In his remarks, Stephens encouraged the Class of 2023 to remember and uphold the Chicago Principles of free and open inquiry, which the late Robert J. Zimmer championed along with longtime College Dean John W. Boyer. 

“Discussing and debating and interrogating and doubting and laughing and thinking harder and better than you ever did before isn’t the antithesis of fun, it’s the essence of it,” he said. “It’s the uniquely joyful experience of being authentically and expressively and unashamedly yourself and, at the same time, having a form of honest and intimate contact with others who, in their own ways, are being authentically and expressively and unashamedly themselves.”

UChicago honors

In addition to the degrees awarded to this year’s graduates, the University awarded honorary doctorates to five distinguished scholars at Convocation: Arup K. Chakraborty, a scientist and engineer at the Massachusetts Institute of Technology; James P. Comer, a child psychiatrist at the Yale School of Medicine; Hélène Esnault, a mathematician at the Freie Universität Berlin; Callum Roberts, a scholar of marine conservation at the University of Exeter; and James A. Wells, a pharmaceutical scientist at the University of California, San Francisco.
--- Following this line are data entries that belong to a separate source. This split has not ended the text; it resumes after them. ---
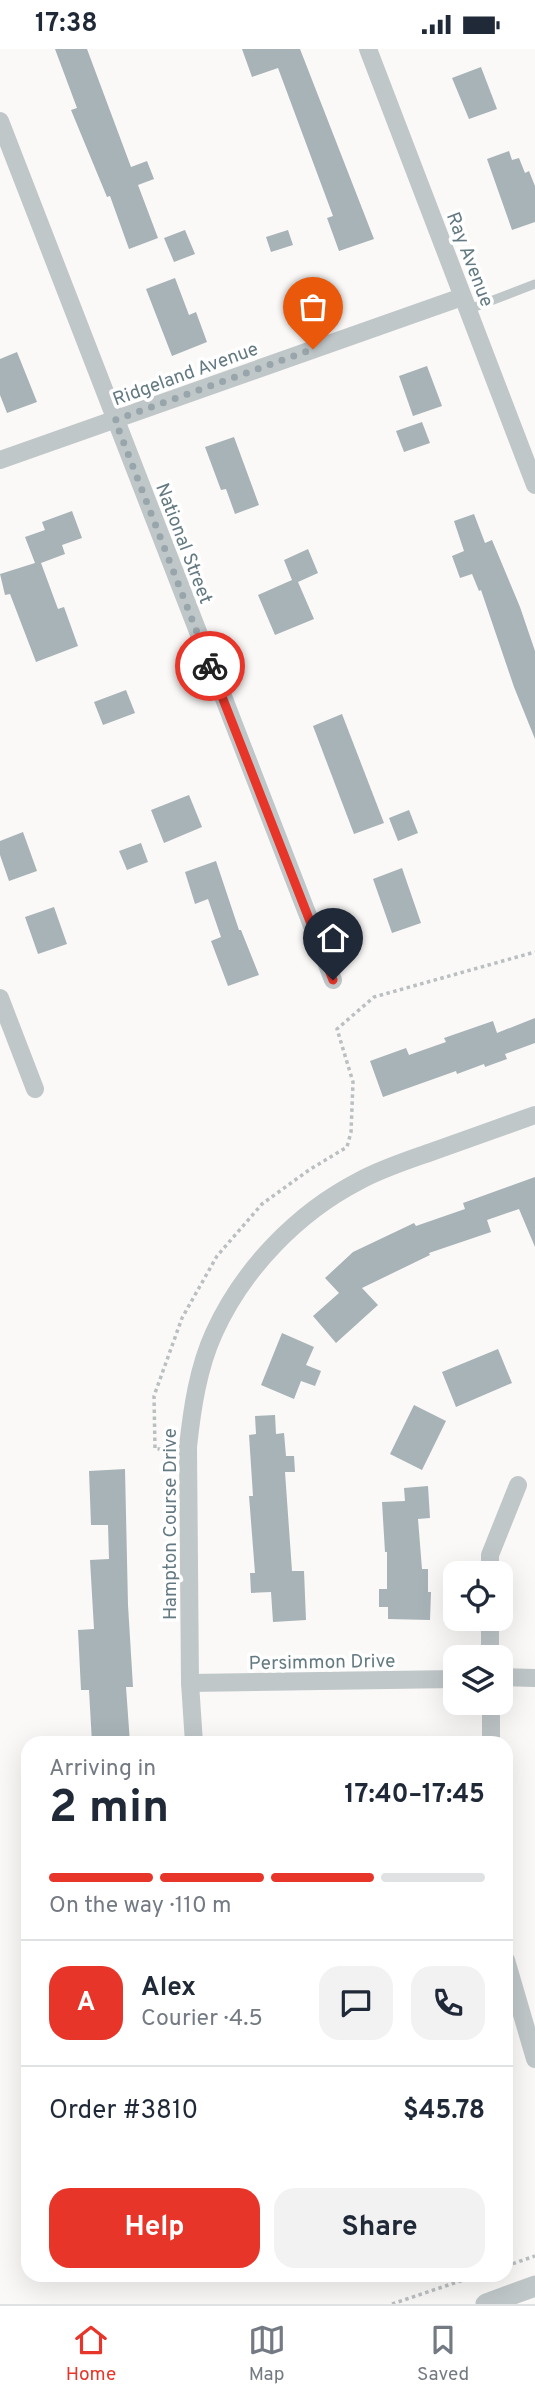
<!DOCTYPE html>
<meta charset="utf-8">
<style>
body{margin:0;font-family:Overpass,sans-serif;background:#f2f2f3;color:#1f2937;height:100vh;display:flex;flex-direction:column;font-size:26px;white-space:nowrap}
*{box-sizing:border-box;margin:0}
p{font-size:23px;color:#747a83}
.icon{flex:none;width:38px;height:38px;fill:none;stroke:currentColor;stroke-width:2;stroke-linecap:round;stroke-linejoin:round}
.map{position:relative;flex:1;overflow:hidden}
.panel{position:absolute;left:21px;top:1687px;width:492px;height:546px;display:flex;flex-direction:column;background:#fff;border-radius:21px;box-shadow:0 7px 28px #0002}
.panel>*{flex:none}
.fabs{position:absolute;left:443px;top:1512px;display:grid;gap:14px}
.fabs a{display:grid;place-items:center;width:70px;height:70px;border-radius:14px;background:#fff;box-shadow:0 7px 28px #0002;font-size:35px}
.pin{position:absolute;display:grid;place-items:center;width:60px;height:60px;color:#fff;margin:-72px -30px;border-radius:50% 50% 50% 0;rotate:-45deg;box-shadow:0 0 7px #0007}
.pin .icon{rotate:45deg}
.courier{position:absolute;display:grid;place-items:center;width:70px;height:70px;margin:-35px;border:5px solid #e83529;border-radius:50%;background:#fff;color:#222;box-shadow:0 2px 9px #0007}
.overview em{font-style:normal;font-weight:700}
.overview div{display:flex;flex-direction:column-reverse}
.overview{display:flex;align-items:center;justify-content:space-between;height:119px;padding:0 28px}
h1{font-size:46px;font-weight:700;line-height:52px}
.bar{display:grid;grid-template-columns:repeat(4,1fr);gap:10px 7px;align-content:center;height:84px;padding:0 28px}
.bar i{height:9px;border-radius:5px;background:#e0e1e3}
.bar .on{background:#e83529}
.bar p{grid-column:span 4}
.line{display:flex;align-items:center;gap:18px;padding:0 28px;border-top:2px solid #e0e1e3}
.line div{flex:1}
.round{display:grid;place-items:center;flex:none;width:74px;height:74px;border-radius:21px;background:#f2f2f3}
.action{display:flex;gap:14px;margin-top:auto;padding:14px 28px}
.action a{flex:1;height:80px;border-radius:21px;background:#e83529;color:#fff;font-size:28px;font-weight:700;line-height:80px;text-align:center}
.action a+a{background:#f2f2f3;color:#1f2937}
.status{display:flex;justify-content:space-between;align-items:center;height:49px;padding:0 35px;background:#fff;direction:ltr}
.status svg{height:19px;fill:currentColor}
.tab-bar{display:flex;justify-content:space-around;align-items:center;height:98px;border-top:2px solid #e0e1e3;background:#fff;font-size:19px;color:#747a83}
.tab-bar a{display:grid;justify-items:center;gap:4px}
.tab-bar .on{color:#e83529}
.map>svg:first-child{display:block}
.building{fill:#a7b3b7}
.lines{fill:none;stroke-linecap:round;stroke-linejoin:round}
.path{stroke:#babfc1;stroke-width:3.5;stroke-dasharray:3.5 3.5;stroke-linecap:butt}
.service{stroke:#c0c7c9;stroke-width:9}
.minor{stroke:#c0c7c9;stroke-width:18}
.tertiary{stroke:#c0c7c9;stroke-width:21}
.done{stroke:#98a6ac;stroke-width:7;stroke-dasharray:0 12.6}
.route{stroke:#e83529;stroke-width:9}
.labels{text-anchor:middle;stroke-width:7;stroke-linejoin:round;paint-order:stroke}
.street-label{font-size:19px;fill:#647a83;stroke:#fff}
</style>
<div class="status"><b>17:38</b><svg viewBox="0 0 49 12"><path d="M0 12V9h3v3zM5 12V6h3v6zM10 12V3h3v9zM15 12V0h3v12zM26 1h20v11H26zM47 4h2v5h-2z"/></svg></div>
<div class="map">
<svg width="535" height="2255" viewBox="0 0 535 2255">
<rect width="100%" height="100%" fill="#faf9f7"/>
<g class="building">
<polygon points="55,0 87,0 131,118 147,112 154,130 138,136 158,189 129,200 110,147 107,148 71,61 77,59"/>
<polygon points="242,0 300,0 374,190 339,202 327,169 333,167 278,19 252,28"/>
<polygon points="481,18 497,60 469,70 452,29"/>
<polygon points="509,102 512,111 519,109 525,124 529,122 535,137 535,173 512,181 487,110"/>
<polygon points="185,181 195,205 174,213 164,189"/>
<polygon points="288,181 293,196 271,203 266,188"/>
<polygon points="175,229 189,266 196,263 207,293 172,307 146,240"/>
<polygon points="17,303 37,353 7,364 0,346 0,310"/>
<polygon points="427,317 442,357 413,367 399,327"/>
<polygon points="422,373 430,394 404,403 396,382"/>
<polygon points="234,388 259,456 235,465 226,440 221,441 205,398"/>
<polygon points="72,462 82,489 62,496 65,505 41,514 58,560 64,558 78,597 36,613 10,545 5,546 0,525 35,514 25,488 45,481 42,473"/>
<polygon points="474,465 485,494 492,491 520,558 535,602 535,690 514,638 481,541 479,542 472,525 460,529 452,507 464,502 454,472"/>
<polygon points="308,500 318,524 298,533 314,570 275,586 258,546 292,531 284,511"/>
<polygon points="126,641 135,664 103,676 94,653"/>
<polygon points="342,665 384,774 354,785 313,677"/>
<polygon points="189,746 202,778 164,794 151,761"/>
<polygon points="409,761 418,784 398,792 389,769"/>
<polygon points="23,783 37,822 9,832 0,806 0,792"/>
<polygon points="141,794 148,813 127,821 119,802"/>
<polygon points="216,812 239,881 241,881 259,926 228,937 211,892 221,888 208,850 195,855 185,823"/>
<polygon points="402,819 421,874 392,884 373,830"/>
<polygon points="54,858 67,895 38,905 25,868"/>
<polygon points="535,969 535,994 505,1005 507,1010 485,1018 484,1015 457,1025 456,1022 383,1048 370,1012 406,999 409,1006 446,993 444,989 493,972 497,984"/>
<polygon points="535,1128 535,1198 519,1160 487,1171 491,1183 429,1204 430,1206 362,1239 378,1256 336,1294 313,1267 339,1244 325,1229 353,1203 414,1174 416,1177 465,1160 463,1154"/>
<polygon points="282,1284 314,1298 306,1316 321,1322 315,1337 301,1332 294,1350 261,1336"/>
<polygon points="498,1300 512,1334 456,1358 442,1323"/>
<polygon points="414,1356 446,1372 422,1421 390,1405"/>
<polygon points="275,1366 276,1385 284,1384 286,1407 294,1407 295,1423 285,1423 292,1522 304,1522 306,1571 273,1573 271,1543 251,1544 250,1524 255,1524 249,1447 253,1447 249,1386 256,1385 255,1367"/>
<polygon points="125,1420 128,1556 133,1638 126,1638 130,1694 92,1694 89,1641 81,1641 78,1581 94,1580 90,1511 109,1510 108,1476 91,1476 89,1422"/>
<polygon points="428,1437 430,1469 418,1470 422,1520 428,1520 428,1543 431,1543 430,1571 388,1570 388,1558 379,1558 379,1540 387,1540 387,1503 385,1503 382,1453 405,1452 404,1439"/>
</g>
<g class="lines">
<g class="path">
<polyline points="168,1400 155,1400 154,1347 182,1269 217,1207 262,1155 309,1121 347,1098 351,1083 353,1033 337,980 374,948 535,903"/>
<polyline points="506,2217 535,2207"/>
<polyline points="392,2255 478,2226"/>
</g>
<polyline class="service" points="467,261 535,235"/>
<g class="minor">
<polyline points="368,0 535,436"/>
<polyline points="0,72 333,931"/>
<polyline points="0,411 462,248"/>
<polyline points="0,949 35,1040"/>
<polyline points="490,1524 490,1506 518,1436"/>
<polyline points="490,1570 490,1608"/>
<polyline points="500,1628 535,1629"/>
<polyline points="190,1634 455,1630"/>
<polyline points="491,1654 491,1694"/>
<path d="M 194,1694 L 190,1634 L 188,1398 C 192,1360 198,1319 214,1284 C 243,1220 297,1164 359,1132 C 383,1119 409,1111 434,1102 C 468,1090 501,1078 535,1066"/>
<polyline points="506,1911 535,2010"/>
</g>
<polyline class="tertiary" points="486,2255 535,2237"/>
</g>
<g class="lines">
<polyline class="done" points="210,617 115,371 313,300"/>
<polyline class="route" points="210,617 333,931"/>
</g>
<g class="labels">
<g class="street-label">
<text transform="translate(471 210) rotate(69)" y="7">Ray Avenue</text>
<text transform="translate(185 324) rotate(-20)" y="7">Ridgeland Avenue</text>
<text transform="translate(185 494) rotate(69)" y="7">National Street</text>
<text transform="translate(169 1475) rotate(-90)" y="7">Hampton Course Drive</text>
<text transform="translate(322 1612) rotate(-1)" y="7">Persimmon Drive</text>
</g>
</g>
</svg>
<div class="fabs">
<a><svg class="icon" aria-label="locate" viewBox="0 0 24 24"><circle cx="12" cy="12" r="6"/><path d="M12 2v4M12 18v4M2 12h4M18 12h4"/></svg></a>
<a><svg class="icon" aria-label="layers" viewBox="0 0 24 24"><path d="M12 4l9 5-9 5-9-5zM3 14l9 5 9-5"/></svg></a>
</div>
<div class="pin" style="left:313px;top:300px;background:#ea580c"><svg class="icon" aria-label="bag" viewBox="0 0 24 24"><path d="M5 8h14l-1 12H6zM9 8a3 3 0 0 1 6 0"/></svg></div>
<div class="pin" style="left:333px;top:931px;background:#1f2937"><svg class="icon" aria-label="home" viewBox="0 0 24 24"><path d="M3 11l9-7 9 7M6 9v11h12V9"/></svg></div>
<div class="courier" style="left:210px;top:617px"><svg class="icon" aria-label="bike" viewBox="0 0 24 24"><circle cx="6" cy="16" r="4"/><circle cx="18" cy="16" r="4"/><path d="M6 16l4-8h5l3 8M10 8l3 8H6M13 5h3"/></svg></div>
<section class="panel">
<div class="overview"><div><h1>2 min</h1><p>Arriving in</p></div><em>17:40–17:45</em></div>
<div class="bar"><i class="on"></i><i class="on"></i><i class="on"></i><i></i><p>On the way · 110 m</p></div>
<div class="line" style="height:126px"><b class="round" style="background:#e83529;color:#fff">A</b><div><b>Alex</b><p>Courier · 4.5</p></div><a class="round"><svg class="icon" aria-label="chat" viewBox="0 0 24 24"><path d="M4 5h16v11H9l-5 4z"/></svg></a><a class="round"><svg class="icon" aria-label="phone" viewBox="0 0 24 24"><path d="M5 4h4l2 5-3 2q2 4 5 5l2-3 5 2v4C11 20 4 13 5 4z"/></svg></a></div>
<div class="line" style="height:91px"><div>Order #3810</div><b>$45.78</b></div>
<div class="action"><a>Help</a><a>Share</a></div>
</section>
</div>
<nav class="tab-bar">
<a class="on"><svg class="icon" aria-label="home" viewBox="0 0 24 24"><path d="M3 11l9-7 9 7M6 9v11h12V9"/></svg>Home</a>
<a><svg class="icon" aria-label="map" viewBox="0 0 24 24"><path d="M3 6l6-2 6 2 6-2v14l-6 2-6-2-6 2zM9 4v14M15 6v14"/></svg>Map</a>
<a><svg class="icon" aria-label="saved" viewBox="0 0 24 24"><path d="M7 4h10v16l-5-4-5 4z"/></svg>Saved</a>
</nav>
The University also honored Joseph Neubauer, the former chair of the Board of Trustees; and Zimmer, the former chancellor and UChicago president. The announcement of Zimmer’s honor drew a long, standing ovation from those onstage and in the audience.

The University also recognized the faculty winners of this year’s Llewellyn John and Harriet Manchester Quantrell Awards for Excellence in Undergraduate Teaching—believed to be the nation’s oldest prize for undergraduate teaching—and the Faculty Awards for Excellence in Graduate Teaching and Mentoring.